ASSIGNMENT ▸
Report all lines of the records that contain "serif".

[Stored items]
--

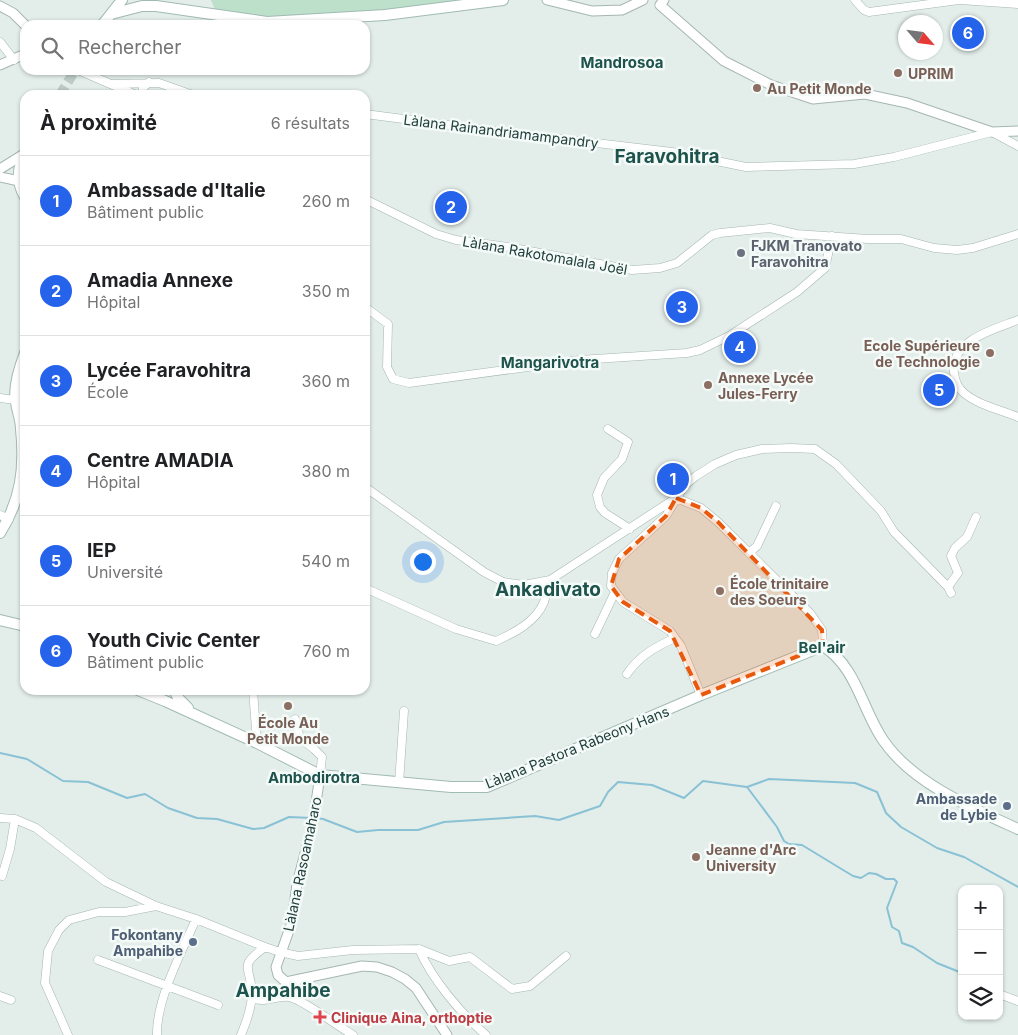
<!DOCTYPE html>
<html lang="fr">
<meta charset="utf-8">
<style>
:root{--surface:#fff;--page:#f6f6f6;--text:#202124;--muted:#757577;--line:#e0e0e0;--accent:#2563eb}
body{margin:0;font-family:Inter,sans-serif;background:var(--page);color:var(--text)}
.controls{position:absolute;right:15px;bottom:15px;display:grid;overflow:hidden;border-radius:10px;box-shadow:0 1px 4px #0004}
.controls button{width:45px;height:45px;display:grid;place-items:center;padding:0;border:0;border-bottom:1px solid var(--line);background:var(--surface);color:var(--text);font:25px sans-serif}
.compass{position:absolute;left:898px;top:15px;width:45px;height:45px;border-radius:50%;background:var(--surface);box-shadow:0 1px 4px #0004;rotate:118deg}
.you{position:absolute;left:422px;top:561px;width:18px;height:18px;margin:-12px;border:4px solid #fff;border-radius:50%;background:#1a73e8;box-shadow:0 0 0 8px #1a73e833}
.badge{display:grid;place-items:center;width:32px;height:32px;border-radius:50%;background:var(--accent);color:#fff;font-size:16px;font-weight:700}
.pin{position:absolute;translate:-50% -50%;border:2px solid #fff;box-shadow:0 1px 5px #0006}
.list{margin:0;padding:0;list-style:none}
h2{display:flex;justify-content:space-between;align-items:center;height:65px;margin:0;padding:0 20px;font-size:21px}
h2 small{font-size:16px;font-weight:400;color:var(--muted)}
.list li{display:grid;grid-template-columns:32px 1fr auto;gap:15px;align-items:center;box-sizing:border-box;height:90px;padding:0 20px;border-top:1px solid var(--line)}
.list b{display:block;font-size:19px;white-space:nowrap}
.list p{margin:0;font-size:16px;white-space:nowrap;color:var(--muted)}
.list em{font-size:16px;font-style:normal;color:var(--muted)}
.icon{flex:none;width:28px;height:28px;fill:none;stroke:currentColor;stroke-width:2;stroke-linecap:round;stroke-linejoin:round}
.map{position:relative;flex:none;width:1018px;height:1035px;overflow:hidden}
.search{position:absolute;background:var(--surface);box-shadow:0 1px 4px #0004;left:20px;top:20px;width:350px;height:55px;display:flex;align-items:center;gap:12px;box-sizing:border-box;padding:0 18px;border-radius:15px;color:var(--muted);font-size:19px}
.panel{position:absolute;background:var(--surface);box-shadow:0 1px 4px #0004;left:20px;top:90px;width:350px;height:605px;border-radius:15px}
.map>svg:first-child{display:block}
</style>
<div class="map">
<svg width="1018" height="1035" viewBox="0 0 1018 1035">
<rect width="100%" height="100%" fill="#e3eeea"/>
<path fill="#bce0c9" d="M 211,0 L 503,0 L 272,22 L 217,15 Z"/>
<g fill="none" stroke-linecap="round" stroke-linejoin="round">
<path stroke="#89c1d5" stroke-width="2" d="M 0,753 L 27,759 L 63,781 L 88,782 L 127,798 L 145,794 L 168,808 L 197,818 L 217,819 L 253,829 L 264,828 L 289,817 L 312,818
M 747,787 L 777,827 L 784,841 L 789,844 L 802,845 L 853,876 L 861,878 L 869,873 L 876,874 L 886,879 L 894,879 L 897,882 L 887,908 L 892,927 L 899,931 L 902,943 L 913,947 L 937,963 L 962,973
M 316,818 L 323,819 L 357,832 L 378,830 L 418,830 L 444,822 L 535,816 L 559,820 L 600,806 L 608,792 L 618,782 L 652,785 L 684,798 L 703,781 L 747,787 L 769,779 L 855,783 L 877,792 L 886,813 L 901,827 L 937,848 L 964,857 L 1018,887"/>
<path stroke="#bccbc7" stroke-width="10" stroke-dasharray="10 5" stroke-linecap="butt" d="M 60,95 L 75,70"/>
<defs>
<path id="minor" d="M 855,0 L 864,10 L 869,12 L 959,0
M 960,0 L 1018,4
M 0,42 L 14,60
M 78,70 L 136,95
M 112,84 L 159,83 L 193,95
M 142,95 L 143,88 L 149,82
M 365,114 L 503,132 L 672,152 L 746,167 L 854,164 L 894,157 L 992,132 L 1018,146
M 365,199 L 436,234 L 456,240 L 508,247 L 632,270 L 660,268 L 677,263 L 712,235 L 720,233 L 770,228 L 796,234 L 868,239 L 901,239 L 934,248 L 957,250 L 973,248 L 1018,234
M 365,307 L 388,324 L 387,367 L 393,379 L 409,383 L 579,360 L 687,353 L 700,350 L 729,336 L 797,292 L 825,268 L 832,236
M 1018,320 C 995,329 950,340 954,373 C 955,381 958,388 964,393 C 978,405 1001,410 1018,417
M 0,398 L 15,400
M 608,429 L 628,442 L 622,459 L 604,478 L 597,495 L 600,507 L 605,513 L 630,529
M 365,487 L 484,572 L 503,582 L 524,585 L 550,580 L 676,498 L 701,508 L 718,522 L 810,613 L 822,630 L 823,646
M 0,515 L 9,519
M 749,553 L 757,546 L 776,506
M 948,587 L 958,573 L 951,556 L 955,548 L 967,537 L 976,517
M 365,588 L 456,629 L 496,641 C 514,633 536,622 544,602 C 546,595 548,587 550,580
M 595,634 L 615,592
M 627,674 C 639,656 655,647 675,638
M 253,690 L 257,743
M 701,695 L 681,646 L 670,631 L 623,602 L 611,586 L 612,573 L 619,559 L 666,516 L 684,486 L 696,476 L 715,464 L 736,455 L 762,449 L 791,448 L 815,449 L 836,464 L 881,511 L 894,532 L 948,587 L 951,593
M 295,719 L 300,738 L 314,749 L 322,757 L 320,775
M 399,783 L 404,711
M 0,818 L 15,819 L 36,828 L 106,882 L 156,906 L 196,919 L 265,947 L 280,952 L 298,956 L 353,950 L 419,949 L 449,961 L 470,957 L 512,989 L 530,986 L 566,956
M 2,876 L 10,849 L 15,819
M 419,949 C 431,978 462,1015 486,1035
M 98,960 L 218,1005
M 999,994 L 1018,1001
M 0,996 L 11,1000
M 251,998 C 268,1004 275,995 289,997 C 302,999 339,1027 353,1035
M 68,1035 L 45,983 L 48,951 L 59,930 L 69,920 L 99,912 L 125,912 L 156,906
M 157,1035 C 156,1000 182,951 196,919
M 241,1035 C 246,1023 252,1007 252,993 C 251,966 237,967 265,947"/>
<path id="tertiary" d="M 547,0 L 592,11 L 622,10 L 643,0
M 664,0 L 660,5 L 724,61 L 771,85 L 813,99 L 865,94 L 907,103 L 992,132 L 1018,131
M 0,6 L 13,13 L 25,25
M 0,65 L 25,54
M 0,169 L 24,154
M 0,177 L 19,181
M 320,775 L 313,823 L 297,884 L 292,922 L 276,967 L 278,975 L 286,982 L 362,966 L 377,967 L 392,972 L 405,979 L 416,988 L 447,1035"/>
<path id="secondary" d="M 111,14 L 142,6 L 156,6 L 267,22 L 385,15 L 503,0
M 103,24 L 122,0
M 25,153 C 17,168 16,182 25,197
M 0,533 C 21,500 25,468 21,429 C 21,420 17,411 16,402 C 13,389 20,366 25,353
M 0,620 L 25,626
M 138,690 L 165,701 L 257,743 L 320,775 L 451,787 L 487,787 L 701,695 L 823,646 C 856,666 862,709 883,740 C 912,783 972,808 1018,829
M 174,690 L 179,699 L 188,708"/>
</defs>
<use href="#minor" stroke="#a5b6b2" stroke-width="9"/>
<use href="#tertiary" stroke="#a5b6b2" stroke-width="11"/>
<use href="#secondary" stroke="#a1bab4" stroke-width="12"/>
<use href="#minor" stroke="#fff" stroke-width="8"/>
<use href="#tertiary" stroke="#fff" stroke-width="9"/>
<use href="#secondary" stroke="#fff" stroke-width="10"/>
</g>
<path fill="#e8590c" fill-opacity="0.2" stroke="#e8590c" stroke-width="4" stroke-dasharray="10 6" stroke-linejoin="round" d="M 676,498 L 701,508 L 718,522 L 822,630 L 823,646 L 701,695 L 670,631 L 623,602 L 611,586 L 619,559 L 666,516 Z"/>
<g fill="#8d6e63" stroke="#f4faf8" stroke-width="2">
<circle cx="898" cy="73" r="5"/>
<circle cx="757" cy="88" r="5"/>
<circle cx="990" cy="353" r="5"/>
<circle cx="708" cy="385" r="5"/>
<circle cx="720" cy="591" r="5"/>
<circle cx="288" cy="706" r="5"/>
<circle cx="696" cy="857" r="5"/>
</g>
<circle fill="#6b7280" stroke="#f4faf8" stroke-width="2" cx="741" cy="253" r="5"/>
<g fill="#5c6f8a" stroke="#f4faf8" stroke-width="2">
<circle cx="1007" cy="806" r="5"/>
<circle cx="193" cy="942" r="5"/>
</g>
<path fill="#e0444e" stroke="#f4faf8" stroke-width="2" d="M317.5 1009.5h5v5h5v5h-5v5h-5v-5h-5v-5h5z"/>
<g text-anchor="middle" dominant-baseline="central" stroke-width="5" stroke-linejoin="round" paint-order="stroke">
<g font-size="14" font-weight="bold" fill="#785e54" stroke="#f4faf8" text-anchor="start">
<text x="908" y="73">UPRIM</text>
<text x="767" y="88">Au Petit Monde</text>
<text x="980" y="345" text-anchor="end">Ecole Supérieure<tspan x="980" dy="16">de Technologie</tspan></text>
<text x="718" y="377">Annexe Lycée<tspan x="718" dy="16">Jules-Ferry</tspan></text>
<text x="730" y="583">École trinitaire<tspan x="730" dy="16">des Soeurs</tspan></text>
<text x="288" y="722" text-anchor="middle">École Au<tspan x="288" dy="16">Petit Monde</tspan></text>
<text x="706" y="849">Jeanne d'Arc<tspan x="706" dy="16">University</tspan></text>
</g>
<g font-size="14" fill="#22403c" stroke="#f4faf8">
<text transform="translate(501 131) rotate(7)">Làlana Rainandriamampandry</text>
<text transform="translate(545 255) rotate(10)">Làlana Rakotomalala Joël</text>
<text transform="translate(577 747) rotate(-22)">Làlana Pastora Rabeony Hans</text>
<text transform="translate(302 864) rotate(-78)">Làlana Rasoamaharo</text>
</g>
<g font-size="14" font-weight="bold" fill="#5b616d" stroke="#f4faf8" text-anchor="start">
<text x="751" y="245">FJKM Tranovato<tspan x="751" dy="16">Faravohitra</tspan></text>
</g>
<g font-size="14" font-weight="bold" fill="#4e5e75" stroke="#f4faf8" text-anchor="end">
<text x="997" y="798">Ambassade<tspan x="997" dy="16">de Lybie</tspan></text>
<text x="183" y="934">Fokontany<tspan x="183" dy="16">Ampahibe</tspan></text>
</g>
<g font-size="14" font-weight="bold" fill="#be3a42" stroke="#f4faf8" text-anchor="start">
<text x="331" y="1017">Clinique Aina, orthoptie</text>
</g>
<g font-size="15" font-weight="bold" fill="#1d534c" stroke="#f4faf8">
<text x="622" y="62">Mandrosoa</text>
<text x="550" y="362">Mangarivotra</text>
<text x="822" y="647">Bel'air</text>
<text x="314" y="777">Ambodirotra</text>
</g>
<g font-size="19" font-weight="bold" fill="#1d534c" stroke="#f4faf8">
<text x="667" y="156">Faravohitra</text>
<text x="548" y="589">Ankadivato</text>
<text x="283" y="990">Ampahibe</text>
</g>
</g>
</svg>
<div class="controls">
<button>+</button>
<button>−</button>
<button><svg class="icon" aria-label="layers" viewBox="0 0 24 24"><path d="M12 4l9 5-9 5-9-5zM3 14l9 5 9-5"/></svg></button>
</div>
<svg class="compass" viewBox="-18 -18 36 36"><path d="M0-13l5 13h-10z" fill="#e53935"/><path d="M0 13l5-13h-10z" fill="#757577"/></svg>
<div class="you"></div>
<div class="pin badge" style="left:673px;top:479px">1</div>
<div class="pin badge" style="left:451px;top:207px">2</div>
<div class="pin badge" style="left:682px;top:307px">3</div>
<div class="pin badge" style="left:740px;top:347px">4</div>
<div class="pin badge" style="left:939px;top:390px">5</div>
<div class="pin badge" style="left:968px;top:33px">6</div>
<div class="search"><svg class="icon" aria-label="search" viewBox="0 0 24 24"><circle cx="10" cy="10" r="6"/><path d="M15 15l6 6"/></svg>Rechercher</div>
<section class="panel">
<h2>À proximité<small>6 résultats</small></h2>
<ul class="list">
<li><span class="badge">1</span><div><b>Ambassade d'Italie</b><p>Bâtiment public</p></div><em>260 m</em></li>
<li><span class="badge">2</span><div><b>Amadia Annexe</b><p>Hôpital</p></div><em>350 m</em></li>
<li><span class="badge">3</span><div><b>Lycée Faravohitra</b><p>École</p></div><em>360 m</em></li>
<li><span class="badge">4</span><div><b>Centre AMADIA</b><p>Hôpital</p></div><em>380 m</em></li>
<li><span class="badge">5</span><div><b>IEP</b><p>Université</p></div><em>540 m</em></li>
<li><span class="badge">6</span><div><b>Youth Civic Center</b><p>Bâtiment public</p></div><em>760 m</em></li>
</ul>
</section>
</div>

--

YOUR SOLUTION ▸
body{margin:0;font-family:Inter,sans-serif;background:var(--page);color:var(--text)}
.controls button{width:45px;height:45px;display:grid;place-items:center;padding:0;border:0;border-bottom:1px solid var(--line);background:var(--surface);color:var(--text);font:25px sans-serif}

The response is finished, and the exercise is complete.